Spoiler warning: In this post, Santa's identity is discussed.
I had another Mario post rolling around in my head, but, seeing as how it's the holiday season and all, I will instead subject you to some schmaltzy, eggnog induced musings.
This week's podcast about the often-grim realities of the game industry inspired me to reflect on how my conception of the medium has changed over the years. In my younger, more naive days, games were self-contained entities removed from larger social and economic contexts. I gave very little thought to who made them, how they were marketed, or even how they were designed. I took them for granted, as if games naturally sprung forth from some mystical cartridge tree whose fruit was harvested, packaged, and then shipped to store shelves.
Looking back, my childhood view of Christmas was similar to how I viewed games. I was blissfully ignorant of the stress that comes with manufacturing holiday cheer. Our family was fortunate enough to have the means to enjoy a festive tree and delicious food. Santa could always be counted on to inexplicably drop off a game or two that I had been coveting. Things seemed to fall into place as if guided by the hidden holly-jolly hand of the season.

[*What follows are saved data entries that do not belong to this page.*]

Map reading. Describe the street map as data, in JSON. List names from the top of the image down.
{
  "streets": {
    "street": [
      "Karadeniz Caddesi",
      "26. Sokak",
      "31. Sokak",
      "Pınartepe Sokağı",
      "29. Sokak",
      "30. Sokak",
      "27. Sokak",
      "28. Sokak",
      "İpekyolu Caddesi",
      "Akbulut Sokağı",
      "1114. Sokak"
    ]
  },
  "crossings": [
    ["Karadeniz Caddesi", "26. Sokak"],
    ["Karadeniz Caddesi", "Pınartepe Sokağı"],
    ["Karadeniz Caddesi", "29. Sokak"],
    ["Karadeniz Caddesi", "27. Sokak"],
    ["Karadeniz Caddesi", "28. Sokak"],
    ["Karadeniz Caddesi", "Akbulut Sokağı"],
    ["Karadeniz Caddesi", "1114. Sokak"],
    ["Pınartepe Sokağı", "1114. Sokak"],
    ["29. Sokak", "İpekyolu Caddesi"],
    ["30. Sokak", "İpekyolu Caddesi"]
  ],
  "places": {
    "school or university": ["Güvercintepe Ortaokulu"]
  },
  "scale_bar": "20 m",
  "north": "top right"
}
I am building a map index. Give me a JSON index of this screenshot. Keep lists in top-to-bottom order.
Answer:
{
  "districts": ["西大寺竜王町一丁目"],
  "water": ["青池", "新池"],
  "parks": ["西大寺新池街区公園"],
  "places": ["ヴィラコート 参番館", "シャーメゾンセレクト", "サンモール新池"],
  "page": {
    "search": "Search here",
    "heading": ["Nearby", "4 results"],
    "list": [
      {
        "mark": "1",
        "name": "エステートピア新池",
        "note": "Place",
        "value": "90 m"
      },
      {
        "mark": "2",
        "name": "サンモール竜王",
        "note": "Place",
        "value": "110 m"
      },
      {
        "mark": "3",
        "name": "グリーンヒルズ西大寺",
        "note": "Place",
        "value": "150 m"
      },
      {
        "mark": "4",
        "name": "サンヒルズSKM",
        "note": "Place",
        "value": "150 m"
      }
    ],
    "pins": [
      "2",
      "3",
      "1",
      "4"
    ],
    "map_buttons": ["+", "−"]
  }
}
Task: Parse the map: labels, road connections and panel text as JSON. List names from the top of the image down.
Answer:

Those days are long since past: I know now that magic, both the holiday and gaming variety, is not the product of mystical forces but rather the outcome of hard work undertaken by determined people. While it was nice to live in a fantasy world in which a North Pole-dwelling demigod traded games for cookies, understanding how how things actually worked gave me a better appreciation of the holidays. Similarly, peeking behind the curtain of a game reveals a kind of practical magic that makes them special.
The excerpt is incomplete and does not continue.